I’d like to thank one of the loyal Situational Awareness Matters readers (whose name and department I am holding in confidence) for sending me a picture and a story about a van fire, no, a ‘routine van fire‘ his department had recently. On the arrival of the engine, the officer reported a working fire and the crew pulled a line and started the attack. Then, something unexpected happened, followed by something very unexpected, followed by something that was nearly tragic.

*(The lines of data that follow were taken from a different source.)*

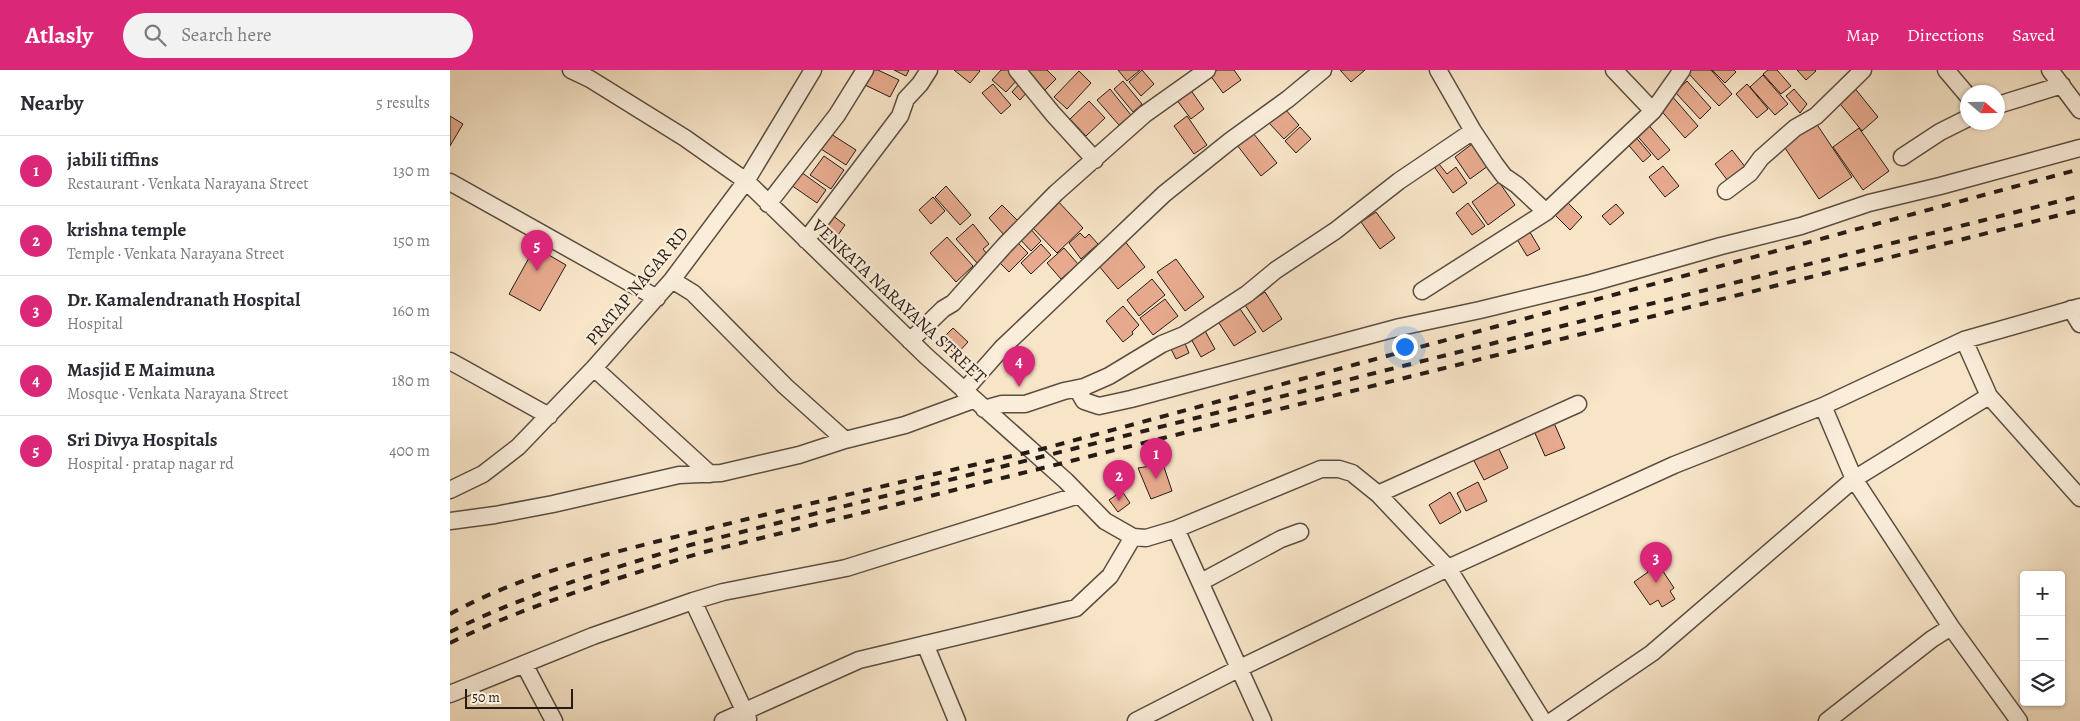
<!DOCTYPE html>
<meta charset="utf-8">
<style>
:root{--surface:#fff;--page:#f2f2f3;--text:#2b2b33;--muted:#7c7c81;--line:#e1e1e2;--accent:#db2777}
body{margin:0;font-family:Alegreya,serif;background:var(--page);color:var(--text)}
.controls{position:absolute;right:15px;bottom:15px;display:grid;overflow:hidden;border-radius:5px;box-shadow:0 1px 4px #0004}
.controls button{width:45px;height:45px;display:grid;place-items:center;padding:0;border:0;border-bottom:1px solid var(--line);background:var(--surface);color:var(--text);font:25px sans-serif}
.compass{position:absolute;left:1510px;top:15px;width:45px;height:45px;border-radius:50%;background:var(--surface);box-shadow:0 1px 4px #0004;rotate:110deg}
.scale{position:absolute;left:15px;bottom:12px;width:108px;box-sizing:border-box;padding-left:5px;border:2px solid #271c15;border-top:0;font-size:14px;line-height:18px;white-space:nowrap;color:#271c15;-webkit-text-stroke:4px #faeedb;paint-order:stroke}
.you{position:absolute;left:954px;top:276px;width:18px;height:18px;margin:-12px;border:4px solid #fff;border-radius:50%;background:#1a73e8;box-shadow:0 0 0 8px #1a73e833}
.badge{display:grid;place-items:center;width:32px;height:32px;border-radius:50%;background:var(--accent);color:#fff;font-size:16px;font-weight:700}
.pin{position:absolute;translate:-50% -41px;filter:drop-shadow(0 1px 2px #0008)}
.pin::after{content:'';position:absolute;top:26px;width:18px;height:15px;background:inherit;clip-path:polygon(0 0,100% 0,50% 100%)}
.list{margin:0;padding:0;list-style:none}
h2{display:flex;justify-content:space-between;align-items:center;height:65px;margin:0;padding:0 20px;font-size:21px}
h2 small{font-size:16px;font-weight:400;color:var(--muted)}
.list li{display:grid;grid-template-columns:32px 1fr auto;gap:15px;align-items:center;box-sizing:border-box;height:70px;padding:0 20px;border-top:1px solid var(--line)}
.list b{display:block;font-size:19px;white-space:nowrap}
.list p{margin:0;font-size:16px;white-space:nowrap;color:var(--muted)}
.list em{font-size:16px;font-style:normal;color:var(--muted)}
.icon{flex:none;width:28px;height:28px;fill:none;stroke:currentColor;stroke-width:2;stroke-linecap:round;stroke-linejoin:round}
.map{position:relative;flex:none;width:1630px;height:651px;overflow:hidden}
header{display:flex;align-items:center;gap:30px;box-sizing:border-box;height:70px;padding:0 25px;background:var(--accent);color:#fff}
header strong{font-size:24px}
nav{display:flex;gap:28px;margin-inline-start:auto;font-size:18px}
.search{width:350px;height:45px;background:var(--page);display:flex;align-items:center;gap:12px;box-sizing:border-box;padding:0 18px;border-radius:28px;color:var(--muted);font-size:19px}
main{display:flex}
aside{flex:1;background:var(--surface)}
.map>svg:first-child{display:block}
</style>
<header>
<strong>Atlasly</strong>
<div class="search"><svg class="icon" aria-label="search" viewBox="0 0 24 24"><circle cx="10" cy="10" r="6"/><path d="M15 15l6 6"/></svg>Search here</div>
<nav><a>Map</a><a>Directions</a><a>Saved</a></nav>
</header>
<main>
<aside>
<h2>Nearby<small>5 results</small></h2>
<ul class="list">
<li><span class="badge">1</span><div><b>jabili tiffins</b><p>Restaurant · Venkata Narayana Street</p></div><em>130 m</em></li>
<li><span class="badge">2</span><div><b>krishna temple</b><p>Temple · Venkata Narayana Street</p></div><em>150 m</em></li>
<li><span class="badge">3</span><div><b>Dr. Kamalendranath Hospital</b><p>Hospital</p></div><em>160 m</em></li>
<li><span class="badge">4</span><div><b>Masjid E Maimuna</b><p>Mosque · Venkata Narayana Street</p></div><em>180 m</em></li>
<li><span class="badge">5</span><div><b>Sri Divya Hospitals</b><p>Hospital · pratap nagar rd</p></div><em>400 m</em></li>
</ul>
</aside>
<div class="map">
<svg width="1630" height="651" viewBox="0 0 1630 651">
<rect width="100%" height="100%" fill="#f8e5c8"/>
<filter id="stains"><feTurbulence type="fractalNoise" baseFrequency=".004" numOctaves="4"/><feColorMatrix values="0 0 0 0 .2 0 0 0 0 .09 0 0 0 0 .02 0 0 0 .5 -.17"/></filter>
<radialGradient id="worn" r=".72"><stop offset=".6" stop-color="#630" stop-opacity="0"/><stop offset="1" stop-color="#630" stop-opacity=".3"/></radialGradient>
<path fill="#e7aa8e" stroke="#271c15" d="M422 0H428L449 10 440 27 415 15Z
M444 0H459L456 6Z
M504 0H529L530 1 520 13Z
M551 0H558L568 9 556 22 542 10Z
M579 0H597L606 9 595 20 577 2Z
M668 0H690L677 11Z
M692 0 704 14 691 26 679 12Z
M767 0H784L791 10 773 23 760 5Z
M890 0H915L901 12Z
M1241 0H1261L1282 24 1269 36 1238 3Z
M1262 0H1284L1286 2 1275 13Z
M1318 0H1327L1341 16 1331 24 1313 4Z
M1347 0H1365L1366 1 1356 10Z
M629 1 641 13 617 39 604 27Z
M1313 5 1338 34 1325 45 1300 17Z
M673 11 692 34 683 42 664 19Z
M1237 11 1261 38 1250 49 1225 22Z
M570 13 578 21 570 30 562 22Z
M543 14 561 35 551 44 532 23Z
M1297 14 1318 39 1307 48 1286 24Z
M1403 16 1428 47 1412 61 1387 30Z
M660 19 681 45 669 55 647 30Z
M740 19 754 39 741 49 726 29Z
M1344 19 1357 34 1350 43 1336 26Z
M1221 25 1248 56 1235 68 1208 37Z
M639 31 655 48 636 66 620 49Z
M835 39 849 55 834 69 819 53Z
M0 46 13 54 0 76Z
M737 46 757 75 744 84 724 56Z
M1364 50 1402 107 1369 129 1331 72Z
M1196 52 1220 80 1208 90 1184 62Z
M850 57 861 69 846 83 835 71Z
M1409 58 1439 101 1413 120 1383 77Z
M803 63 827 93 811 106 787 75Z
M381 64 406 80 396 95 371 79Z
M1183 64 1201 85 1193 92 1175 71Z
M1022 74 1038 96 1020 109 1005 87Z
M1282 80 1296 98 1278 111 1265 94Z
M374 86 394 100 381 119 360 105Z
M989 94 997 104 1006 97 1017 113 1003 123 985 98Z
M1213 96 1229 116 1215 127 1199 107Z
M351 102 376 120 367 133 341 115Z
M1049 112 1065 135 1038 155 1022 132Z
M496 116 521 145 510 155 485 127Z
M483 127 495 141 481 154 469 140Z
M606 129 633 158 607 183 579 154Z
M1114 129 1132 147 1120 160 1102 142Z
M1018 133 1035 156 1022 165 1006 143Z
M1166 134 1174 143 1160 155 1152 146Z
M552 135 569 152 555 166 539 148Z
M926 142 945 168 930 179 911 152Z
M382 145 395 155 386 168 372 158Z
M523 154 539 174 533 179 537 184 527 193 506 169Z
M579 157 591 171 581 181 568 167Z
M1078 159 1090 179 1077 186 1065 166Z
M630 163 635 168 639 164 648 174 631 189 619 173Z
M497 167 523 196 506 212 480 183Z
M674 170 695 197 668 219 649 196 661 186 659 182Z
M566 171 578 183 559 202 547 190Z
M591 174 601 185 581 204 571 193Z
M85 177 116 195 90 241 59 224Z
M614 178 628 194 611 209 597 193Z
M726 189 754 227 735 241 707 202Z
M702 209 715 225 689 246 677 230Z
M815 222 832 249 813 262 795 235Z
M715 229 728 246 703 265 690 248Z
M673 236 689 255 682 262 683 264 673 272 656 251Z
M788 236 806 262 784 276 767 250Z
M503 258 518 272 506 285 491 270Z
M754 259 765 279 751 287 740 267Z
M734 271 739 283 726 289 720 277Z
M1104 353 1115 378 1095 386 1084 361Z
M1047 375 1058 398 1034 410 1022 387Z
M713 394 722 421 701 429 688 398Z
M1028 412 1037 431 1016 441 1007 423Z
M672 421 680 433 668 442 659 430Z
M1000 422 1011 442 990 454 979 435Z
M1208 482 1212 489 1207 492 1224 518 1220 521 1225 529 1212 537 1208 530 1200 535 1184 512 1198 502 1192 493Z"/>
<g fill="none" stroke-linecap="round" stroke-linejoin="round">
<g stroke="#5b4e42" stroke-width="19">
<path id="minor" d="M121 0 140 9 235 68 296 111 476 286 616 411 655 451 683 467 696 468 726 459 871 399H889L902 403 928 424 998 498 1093 651
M567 0 603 44 645 90
M988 0 1023 61 1045 94 1054 106 1067 115 1096 142
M1164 0 1203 41
M1496 0 1518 26
M1600 0 1630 40
M1548 35 1612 15
M1023 61 949 111 885 161 826 200 797 224 734 265 712 274 659 306 634 317 630 324 634 331 649 336 681 329 950 257 1030 240 1141 213 1271 176 1351 156 1419 133 1490 116 1630 78
M1452 87 1490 62 1518 48
M0 112 207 228
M1276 121 1300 103 1311 88 1345 58 1366 46 1413 0
M318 134 387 45 415 0
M356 170 450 46 456 29 470 14 479 0
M972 221 1096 142 1203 41 1232 0
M1621 239 1630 254
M1514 270 1539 326 1630 428
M460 271 493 239 503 233 555 175 606 123 695 44 757 0
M0 291 99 346
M144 298 260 404
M514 321 552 278 714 124 780 71 838 29 873 0
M1373 336 1404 409 1501 557 1569 651
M534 339 552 334H575L614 321 634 317
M395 370 455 355 523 330
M0 420 33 404 68 377 144 298 222 210 296 111 363 0
M928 424 1128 334
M0 451 45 445 103 434 229 405 271 403 349 385 395 370 335 316 243 223 222 210
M726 459 813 651
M751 512 831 469 850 462
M243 531 298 649
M475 574 507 651
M74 594 104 651
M0 624 143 566 243 531 273 522 396 498 629 425
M273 651 409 590 626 538 660 506 683 467
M686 651 788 599 998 498 1224 395 1373 336 1514 270 1630 237
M1102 651 1202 583 1404 409 1539 326
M1377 651 1482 569 1501 557"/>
</g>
<use href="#minor" stroke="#faeedb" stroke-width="16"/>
<path stroke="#271c15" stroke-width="4" stroke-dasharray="9 9" stroke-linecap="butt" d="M0 544C80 500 170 481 257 459 369 431 480 405 592 379L1630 99
M0 562C77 523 158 500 240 475L1630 126
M0 573C79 534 163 510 247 484L1630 140"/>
</g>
<g text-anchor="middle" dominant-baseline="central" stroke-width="4.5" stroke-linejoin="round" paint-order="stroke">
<g font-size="18" fill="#271c15" stroke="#faeedb">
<text transform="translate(187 216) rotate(-50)">PRATAP NAGAR RD</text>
<text transform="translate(449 231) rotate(43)">VENKATA NARAYANA STREET</text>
</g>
</g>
<rect width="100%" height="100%" filter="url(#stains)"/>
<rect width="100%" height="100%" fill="url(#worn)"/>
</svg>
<div class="controls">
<button>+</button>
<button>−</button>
<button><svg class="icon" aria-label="layers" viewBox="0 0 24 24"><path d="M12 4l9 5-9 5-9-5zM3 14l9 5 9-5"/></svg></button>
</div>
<svg class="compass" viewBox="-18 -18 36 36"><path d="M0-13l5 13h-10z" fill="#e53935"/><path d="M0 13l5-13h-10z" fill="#7c7c81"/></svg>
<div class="scale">50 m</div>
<div class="you"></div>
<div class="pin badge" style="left:706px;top:409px">1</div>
<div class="pin badge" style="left:669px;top:431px">2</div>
<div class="pin badge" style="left:1206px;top:513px">3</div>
<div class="pin badge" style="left:569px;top:317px">4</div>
<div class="pin badge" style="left:87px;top:201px">5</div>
</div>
</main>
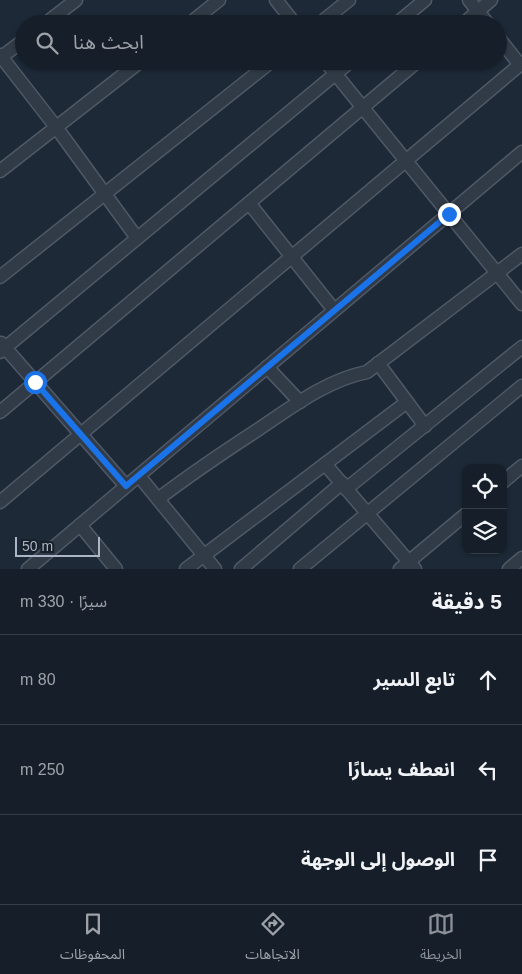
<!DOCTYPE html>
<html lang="ar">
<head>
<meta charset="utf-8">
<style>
	:root { --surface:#161f29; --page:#232c35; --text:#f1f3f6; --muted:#9ea2a8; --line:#353d46; --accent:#8c9099 }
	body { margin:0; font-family:Helvetica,"Noto Sans Arabic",sans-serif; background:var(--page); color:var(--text); direction:rtl }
	.controls { position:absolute; right:15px; bottom:15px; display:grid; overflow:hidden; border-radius:10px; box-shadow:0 1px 4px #0004 }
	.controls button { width:45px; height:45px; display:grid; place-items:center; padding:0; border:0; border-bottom:1px solid var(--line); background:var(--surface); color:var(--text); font:25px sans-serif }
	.scale { position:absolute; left:15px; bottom:12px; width:85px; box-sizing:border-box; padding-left:5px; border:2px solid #abb5c5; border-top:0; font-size:14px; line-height:18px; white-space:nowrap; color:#abb5c5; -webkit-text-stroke:4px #17202b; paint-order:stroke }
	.stop { position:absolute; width:15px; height:15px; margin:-11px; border:4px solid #1a73e8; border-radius:50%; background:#fff }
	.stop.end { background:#1a73e8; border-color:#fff; box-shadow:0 1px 5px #0008 }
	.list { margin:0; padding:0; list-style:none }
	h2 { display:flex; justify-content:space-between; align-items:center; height:65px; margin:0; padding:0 20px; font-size:21px }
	h2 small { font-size:16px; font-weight:400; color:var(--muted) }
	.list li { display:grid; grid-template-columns:32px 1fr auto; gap:15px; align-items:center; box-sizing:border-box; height:90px; padding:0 20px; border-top:1px solid var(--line) }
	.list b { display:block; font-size:19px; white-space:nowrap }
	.list em { font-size:16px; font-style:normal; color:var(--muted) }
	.icon { flex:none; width:28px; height:28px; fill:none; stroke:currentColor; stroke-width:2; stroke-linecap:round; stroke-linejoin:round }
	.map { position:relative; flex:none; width:522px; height:569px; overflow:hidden; direction:ltr }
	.search { position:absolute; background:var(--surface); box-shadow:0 1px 4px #0004; left:15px; right:15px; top:15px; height:55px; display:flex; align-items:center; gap:12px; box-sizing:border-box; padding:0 18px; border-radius:28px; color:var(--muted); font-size:19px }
	.sheet { height:335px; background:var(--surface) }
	nav { display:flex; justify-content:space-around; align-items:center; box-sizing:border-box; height:70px; border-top:1px solid var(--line); background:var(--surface); font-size:14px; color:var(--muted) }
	nav a { display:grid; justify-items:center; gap:2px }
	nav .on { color:var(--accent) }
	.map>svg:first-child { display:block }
</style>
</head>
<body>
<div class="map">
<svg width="522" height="569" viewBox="0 0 522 569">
	<rect width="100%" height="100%" fill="#1d2937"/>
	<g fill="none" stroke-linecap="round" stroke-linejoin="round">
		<g stroke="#4f5866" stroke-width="15">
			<g id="minor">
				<path d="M 276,0 L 295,24"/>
				<path d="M 469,0 L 488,24"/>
				<path d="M 45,24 L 76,0"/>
				<path d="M 189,24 L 219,0"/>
				<path d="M 319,24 L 349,0"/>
				<path d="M 396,24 L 425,0"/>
				<path d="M 463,24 L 491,0"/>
				<path d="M 498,37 L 520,65"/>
				<path d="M 0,55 L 56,127 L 137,238"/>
				<path d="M 0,58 L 24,40"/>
				<path d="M 325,61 L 522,304"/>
				<path d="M 0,171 L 141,61"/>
				<path d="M 249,203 L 334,310"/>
				<path d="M 0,277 L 272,61"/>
				<path d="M 1,343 L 126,486"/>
				<path d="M 0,352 L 351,61"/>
				<path d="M 378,363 L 425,426"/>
				<path d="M 267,367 L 300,402"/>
				<path d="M 0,412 L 418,61"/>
				<path d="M 325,464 L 415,569"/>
				<path d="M 139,476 L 215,569"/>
				<path d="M 503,482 L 522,466"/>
				<path d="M 346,489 L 522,347"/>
				<path d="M 158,499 C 191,474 225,451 259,429 C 293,406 327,380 367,372 L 522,254"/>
				<path d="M 0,502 L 522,63"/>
				<path d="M 80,525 L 116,569"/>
				<path d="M 28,569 L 522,152"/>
				<path d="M 186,569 L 407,402"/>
				<path d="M 241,569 L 342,483"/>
				<path d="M 300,569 L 522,386"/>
				<path d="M 400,569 L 466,514"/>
				<path d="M 509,569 L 522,558"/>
			</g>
		</g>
		<use href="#minor" stroke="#313b47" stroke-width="12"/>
	</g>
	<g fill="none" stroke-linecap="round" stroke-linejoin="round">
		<path stroke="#1a73e8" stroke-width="6" d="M 35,382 L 126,486 L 449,214"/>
	</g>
</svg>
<div class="controls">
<button><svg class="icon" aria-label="locate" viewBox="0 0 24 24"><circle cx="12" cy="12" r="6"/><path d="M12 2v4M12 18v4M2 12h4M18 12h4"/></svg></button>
<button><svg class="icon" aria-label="layers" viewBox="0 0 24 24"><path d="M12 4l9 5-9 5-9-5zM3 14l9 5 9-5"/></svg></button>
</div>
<div class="scale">50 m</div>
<div class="stop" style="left:35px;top:382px"></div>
<div class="stop end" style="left:449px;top:214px"></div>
<div class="search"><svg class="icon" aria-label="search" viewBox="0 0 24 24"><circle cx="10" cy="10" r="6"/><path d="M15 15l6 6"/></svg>ابحث هنا</div>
</div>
<section class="sheet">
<h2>5 دقيقة<small>سيرًا · 330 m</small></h2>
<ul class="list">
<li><svg class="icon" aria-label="ahead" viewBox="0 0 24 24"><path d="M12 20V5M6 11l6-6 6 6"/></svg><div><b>تابع السير</b></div><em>80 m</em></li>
<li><svg class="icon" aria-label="left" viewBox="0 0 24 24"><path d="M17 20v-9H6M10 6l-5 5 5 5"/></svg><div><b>انعطف يسارًا</b></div><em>250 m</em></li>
<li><svg class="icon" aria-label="arrive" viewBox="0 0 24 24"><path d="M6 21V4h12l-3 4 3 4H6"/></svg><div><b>الوصول إلى الوجهة</b></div></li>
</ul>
</section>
<nav>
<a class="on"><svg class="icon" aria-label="map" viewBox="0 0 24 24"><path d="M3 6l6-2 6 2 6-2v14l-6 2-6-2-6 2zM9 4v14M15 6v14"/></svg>الخريطة</a>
<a><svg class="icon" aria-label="directions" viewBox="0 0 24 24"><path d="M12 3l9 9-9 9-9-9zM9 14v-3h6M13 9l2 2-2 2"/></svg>الاتجاهات</a>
<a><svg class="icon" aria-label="saved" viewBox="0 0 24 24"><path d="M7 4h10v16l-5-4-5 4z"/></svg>المحفوظات</a>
</nav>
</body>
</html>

This is a picture taken from the scene. Everything looks in order. The firefighter on the attack line is in full PPE. Then… the vehicle starts rolling down the hill. In this picture, the vehicle is careening down the hill with the firefighter on the hose line in pursuit. And, to complicate the situation further, there is a firefighter in the driver’s seat of the van.
How did this happen?
The crew arrived and began fighting the fire. As the vehicle started to slowly drift, one of the firefighters jumped behind the wheel to ensure the vehicle was in park. The van started rolling faster down the hill. The firefighter depressed the brake peddle. The sudden stoppage of the van caused the fire-weakened fuel line to rupture and the vehicle erupted into flames.
The firefighter was able to bail out of the vehicle before it rolled all the way to the bottom of the hill, out of reach of the attack line, and ran into two additional vehicles (one occupied). This kept the burning van from crashing into the house at the bottom of the hill.
The firefighter suffered significant burns on his face and neck because he was not wearing his Nomex hood. It was reported to me that this firefighter was in the habit of routinely not wearing his Nomex hood while fighting vehicle fires. (It has also been reported that this incident has changed his outlook on that practice.)
The writer shared the following lessons with me:
- Nomex hoods 100% of the time.
- Chock the wheels at vehicle fires.
- Park the fire apparatus uphill and past the burning vehicle.
Avoid falling into the trap of complacent practices that may compromise safety simply because it’s something that’s been done over and over again without a consequence. There is no such thing as a routine fire of any kind. Unexpected things happen and conditions can become bad quickly. Wear full protective gear. When you critique incidents, play a ‘what if’ game and talk through some uncommon scenarios that could have happened and how they might be handled.
1. Do you always wear your full protective ensemble for vehicle fires?
2. Do you always chock the wheels of a vehicle on fire?
3. During incident critiques, do you routinely discuss the realistic ‘what if’ scenarios that did not occur (but could have) and the best way to handle it?